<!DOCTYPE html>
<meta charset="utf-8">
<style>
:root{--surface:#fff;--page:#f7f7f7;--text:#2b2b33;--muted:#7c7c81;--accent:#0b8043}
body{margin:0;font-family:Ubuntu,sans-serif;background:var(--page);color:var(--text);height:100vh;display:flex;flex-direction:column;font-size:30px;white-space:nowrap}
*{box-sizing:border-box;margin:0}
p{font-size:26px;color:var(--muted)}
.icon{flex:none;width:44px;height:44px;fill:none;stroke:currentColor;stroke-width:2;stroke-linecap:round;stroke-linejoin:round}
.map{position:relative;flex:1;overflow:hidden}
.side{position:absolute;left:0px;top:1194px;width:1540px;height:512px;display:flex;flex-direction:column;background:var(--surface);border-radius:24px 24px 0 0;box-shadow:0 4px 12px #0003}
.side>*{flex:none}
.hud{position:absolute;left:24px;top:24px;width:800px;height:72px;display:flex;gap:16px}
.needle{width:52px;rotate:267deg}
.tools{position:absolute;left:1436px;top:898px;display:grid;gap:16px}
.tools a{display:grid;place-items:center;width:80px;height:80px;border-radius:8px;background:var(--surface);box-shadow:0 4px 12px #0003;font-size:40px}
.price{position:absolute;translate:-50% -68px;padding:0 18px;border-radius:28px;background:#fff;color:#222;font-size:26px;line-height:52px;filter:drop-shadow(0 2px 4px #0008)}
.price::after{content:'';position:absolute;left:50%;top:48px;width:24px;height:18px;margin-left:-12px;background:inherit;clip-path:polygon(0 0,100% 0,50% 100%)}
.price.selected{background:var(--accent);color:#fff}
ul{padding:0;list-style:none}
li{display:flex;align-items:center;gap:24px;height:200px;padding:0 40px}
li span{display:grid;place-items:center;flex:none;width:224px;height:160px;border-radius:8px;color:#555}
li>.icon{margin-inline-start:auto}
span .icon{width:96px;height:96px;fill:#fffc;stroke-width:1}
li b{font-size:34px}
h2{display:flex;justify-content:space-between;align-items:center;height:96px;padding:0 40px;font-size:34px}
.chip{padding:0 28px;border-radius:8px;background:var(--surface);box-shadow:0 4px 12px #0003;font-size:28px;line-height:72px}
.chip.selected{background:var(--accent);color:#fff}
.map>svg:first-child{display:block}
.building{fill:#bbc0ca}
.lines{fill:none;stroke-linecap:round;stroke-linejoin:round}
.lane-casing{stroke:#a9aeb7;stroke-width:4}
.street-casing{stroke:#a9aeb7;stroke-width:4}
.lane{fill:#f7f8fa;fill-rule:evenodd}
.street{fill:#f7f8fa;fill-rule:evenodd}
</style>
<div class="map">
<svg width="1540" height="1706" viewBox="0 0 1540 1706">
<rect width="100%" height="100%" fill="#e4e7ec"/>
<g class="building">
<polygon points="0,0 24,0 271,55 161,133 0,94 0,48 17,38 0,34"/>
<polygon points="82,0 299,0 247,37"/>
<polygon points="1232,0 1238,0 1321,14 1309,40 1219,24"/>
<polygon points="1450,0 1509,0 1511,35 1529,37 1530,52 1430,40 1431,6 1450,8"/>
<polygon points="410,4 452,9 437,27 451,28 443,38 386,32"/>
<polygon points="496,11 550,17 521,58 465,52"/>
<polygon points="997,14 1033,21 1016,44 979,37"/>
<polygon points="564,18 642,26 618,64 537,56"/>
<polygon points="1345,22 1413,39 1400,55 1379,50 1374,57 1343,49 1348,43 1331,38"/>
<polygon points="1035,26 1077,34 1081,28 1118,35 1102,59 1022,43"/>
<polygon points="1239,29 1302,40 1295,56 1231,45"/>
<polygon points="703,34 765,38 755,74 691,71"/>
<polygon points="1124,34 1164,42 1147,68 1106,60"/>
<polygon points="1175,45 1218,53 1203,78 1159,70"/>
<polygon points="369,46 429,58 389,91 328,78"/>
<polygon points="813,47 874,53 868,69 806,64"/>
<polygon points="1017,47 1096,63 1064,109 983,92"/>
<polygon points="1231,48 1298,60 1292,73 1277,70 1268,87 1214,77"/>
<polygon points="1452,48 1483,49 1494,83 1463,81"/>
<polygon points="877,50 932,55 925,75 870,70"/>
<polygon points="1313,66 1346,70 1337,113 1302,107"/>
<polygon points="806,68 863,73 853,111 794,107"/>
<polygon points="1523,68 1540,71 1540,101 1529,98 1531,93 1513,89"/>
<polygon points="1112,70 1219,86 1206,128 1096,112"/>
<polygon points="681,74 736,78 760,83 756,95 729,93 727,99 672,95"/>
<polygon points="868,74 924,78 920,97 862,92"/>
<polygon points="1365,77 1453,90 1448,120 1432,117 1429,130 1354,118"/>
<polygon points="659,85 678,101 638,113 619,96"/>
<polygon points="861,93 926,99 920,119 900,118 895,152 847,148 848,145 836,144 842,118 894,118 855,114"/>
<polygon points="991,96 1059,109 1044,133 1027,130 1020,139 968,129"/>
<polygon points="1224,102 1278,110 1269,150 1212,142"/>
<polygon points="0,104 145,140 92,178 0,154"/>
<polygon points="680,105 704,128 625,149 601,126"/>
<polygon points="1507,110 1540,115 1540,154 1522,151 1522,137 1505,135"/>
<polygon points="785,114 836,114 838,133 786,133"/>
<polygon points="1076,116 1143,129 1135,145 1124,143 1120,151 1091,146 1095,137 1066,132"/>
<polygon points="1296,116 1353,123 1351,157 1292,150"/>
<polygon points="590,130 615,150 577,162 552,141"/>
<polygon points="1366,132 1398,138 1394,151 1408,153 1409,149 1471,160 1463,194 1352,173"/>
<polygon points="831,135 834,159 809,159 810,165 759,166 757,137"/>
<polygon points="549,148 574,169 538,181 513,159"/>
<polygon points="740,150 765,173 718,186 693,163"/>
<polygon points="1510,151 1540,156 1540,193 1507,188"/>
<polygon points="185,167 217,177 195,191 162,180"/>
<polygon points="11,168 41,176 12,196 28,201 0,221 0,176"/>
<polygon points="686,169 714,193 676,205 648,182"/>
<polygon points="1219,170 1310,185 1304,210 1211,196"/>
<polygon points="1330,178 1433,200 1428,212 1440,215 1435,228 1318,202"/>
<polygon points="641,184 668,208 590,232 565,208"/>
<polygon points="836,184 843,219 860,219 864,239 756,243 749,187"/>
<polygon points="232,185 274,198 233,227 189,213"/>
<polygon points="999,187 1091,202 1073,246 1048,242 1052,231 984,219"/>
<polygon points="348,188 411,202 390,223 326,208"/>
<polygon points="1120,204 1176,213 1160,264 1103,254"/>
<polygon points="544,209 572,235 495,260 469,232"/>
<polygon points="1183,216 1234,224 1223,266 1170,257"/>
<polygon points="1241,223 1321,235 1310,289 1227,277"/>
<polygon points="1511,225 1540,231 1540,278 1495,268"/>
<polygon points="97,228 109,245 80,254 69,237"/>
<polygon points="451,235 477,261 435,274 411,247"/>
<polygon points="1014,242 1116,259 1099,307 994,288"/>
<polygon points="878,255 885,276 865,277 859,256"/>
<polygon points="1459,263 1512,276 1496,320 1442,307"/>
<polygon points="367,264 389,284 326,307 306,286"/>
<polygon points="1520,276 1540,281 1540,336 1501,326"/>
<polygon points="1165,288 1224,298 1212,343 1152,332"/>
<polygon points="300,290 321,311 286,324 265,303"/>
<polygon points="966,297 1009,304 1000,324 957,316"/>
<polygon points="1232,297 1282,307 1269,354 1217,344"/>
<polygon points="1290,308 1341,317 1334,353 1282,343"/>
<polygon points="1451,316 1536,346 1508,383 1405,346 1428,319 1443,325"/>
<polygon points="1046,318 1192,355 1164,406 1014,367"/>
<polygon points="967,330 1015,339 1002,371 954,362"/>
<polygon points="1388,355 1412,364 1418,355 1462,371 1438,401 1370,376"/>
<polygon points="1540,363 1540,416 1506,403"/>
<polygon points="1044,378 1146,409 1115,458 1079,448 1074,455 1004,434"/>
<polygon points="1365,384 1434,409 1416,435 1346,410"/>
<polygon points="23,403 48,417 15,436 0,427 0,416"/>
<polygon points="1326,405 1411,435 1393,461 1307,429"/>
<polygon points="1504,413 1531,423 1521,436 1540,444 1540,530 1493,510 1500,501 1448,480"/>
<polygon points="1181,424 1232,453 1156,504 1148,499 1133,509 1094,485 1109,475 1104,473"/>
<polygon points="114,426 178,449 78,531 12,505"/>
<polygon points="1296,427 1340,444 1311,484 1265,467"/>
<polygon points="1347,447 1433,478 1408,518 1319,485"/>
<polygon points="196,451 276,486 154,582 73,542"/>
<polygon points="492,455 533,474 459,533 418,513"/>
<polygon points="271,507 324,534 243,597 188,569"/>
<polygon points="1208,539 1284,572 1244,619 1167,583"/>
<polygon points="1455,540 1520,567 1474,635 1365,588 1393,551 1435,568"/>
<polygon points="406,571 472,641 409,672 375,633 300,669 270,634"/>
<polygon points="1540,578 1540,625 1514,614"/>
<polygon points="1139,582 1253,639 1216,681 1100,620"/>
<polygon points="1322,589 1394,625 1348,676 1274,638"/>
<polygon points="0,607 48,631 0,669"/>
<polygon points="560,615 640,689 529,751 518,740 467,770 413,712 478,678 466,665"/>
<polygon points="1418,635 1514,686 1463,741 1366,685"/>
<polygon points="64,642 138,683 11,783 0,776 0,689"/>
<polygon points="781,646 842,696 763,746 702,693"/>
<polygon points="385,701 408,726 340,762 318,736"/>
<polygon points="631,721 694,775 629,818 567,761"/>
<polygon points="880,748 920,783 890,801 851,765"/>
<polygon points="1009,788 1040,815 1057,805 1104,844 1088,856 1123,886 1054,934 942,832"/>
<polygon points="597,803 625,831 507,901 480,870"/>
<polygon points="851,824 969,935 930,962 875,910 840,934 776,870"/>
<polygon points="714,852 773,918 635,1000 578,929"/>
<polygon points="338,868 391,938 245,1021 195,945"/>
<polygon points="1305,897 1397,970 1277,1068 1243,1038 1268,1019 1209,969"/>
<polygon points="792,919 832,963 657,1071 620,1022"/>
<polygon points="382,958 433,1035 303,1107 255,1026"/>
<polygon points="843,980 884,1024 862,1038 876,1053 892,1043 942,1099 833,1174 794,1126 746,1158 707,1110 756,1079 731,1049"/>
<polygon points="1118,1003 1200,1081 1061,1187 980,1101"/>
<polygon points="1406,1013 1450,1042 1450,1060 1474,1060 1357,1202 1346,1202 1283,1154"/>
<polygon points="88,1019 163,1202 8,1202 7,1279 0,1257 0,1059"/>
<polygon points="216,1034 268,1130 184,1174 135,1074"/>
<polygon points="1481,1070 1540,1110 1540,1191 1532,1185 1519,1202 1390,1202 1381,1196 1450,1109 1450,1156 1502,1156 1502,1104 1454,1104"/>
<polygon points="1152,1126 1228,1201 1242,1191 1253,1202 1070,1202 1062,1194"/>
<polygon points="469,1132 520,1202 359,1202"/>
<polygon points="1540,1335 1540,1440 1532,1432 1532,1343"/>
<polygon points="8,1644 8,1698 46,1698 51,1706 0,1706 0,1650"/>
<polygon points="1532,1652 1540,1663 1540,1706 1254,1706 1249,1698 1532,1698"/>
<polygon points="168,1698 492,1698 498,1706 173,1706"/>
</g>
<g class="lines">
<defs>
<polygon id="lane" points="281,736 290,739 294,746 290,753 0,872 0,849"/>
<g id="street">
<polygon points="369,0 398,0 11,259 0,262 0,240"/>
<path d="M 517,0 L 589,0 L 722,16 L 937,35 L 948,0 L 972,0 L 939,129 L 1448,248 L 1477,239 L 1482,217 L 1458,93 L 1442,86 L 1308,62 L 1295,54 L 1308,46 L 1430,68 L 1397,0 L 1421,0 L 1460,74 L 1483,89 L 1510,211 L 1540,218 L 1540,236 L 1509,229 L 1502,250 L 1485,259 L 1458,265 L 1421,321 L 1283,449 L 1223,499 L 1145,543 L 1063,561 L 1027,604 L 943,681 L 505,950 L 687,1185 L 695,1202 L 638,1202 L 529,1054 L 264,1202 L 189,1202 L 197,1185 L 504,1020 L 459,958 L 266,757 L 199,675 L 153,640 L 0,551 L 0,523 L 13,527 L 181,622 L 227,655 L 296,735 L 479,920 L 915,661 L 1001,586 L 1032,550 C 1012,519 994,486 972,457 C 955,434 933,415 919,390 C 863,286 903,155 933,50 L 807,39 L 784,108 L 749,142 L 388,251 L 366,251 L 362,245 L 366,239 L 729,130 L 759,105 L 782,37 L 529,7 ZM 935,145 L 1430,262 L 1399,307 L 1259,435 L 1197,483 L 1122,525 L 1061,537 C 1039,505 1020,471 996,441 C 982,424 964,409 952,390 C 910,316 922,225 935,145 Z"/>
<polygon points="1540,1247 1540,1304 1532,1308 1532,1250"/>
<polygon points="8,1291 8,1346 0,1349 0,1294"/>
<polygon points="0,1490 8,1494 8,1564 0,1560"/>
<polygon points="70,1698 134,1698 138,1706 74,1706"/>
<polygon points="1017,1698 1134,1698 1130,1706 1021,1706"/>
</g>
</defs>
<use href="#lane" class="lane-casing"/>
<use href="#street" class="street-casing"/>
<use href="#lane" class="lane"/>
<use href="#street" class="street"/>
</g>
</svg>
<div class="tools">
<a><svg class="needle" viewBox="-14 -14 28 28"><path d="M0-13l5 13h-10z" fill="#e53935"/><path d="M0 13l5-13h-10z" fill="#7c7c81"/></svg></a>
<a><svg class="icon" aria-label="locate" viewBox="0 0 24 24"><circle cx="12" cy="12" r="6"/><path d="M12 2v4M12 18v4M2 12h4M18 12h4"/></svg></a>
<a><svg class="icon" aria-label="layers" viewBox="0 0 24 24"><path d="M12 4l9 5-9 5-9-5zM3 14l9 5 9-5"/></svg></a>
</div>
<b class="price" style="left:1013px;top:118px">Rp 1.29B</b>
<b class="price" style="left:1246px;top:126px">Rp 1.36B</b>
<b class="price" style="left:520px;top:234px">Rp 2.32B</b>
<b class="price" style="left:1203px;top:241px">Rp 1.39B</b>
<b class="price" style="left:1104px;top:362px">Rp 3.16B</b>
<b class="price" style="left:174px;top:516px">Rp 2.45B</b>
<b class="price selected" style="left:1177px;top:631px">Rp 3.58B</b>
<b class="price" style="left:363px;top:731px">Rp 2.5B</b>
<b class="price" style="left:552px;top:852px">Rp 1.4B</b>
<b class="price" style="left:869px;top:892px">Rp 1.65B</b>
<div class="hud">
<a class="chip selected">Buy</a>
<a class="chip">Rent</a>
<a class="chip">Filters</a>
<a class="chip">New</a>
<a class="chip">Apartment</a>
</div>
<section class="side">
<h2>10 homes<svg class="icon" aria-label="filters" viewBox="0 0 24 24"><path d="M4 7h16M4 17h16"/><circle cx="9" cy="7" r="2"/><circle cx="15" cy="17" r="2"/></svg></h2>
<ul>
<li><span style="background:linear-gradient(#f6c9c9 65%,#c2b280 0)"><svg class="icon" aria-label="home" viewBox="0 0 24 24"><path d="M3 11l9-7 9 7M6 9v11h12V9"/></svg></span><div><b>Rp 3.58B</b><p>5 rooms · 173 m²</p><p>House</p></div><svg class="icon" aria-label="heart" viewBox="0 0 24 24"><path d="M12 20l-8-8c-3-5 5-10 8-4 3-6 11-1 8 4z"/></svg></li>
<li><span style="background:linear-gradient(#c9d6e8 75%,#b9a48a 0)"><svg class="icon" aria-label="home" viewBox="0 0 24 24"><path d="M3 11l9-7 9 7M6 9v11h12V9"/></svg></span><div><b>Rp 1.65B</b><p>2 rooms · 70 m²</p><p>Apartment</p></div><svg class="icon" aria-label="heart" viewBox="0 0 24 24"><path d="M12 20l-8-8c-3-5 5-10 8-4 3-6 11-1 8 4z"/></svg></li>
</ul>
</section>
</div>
----
EXERCISE ::
Tell how many lines in the entries above include the word "direction", and respond with the number alone.

OUTPUT ::
2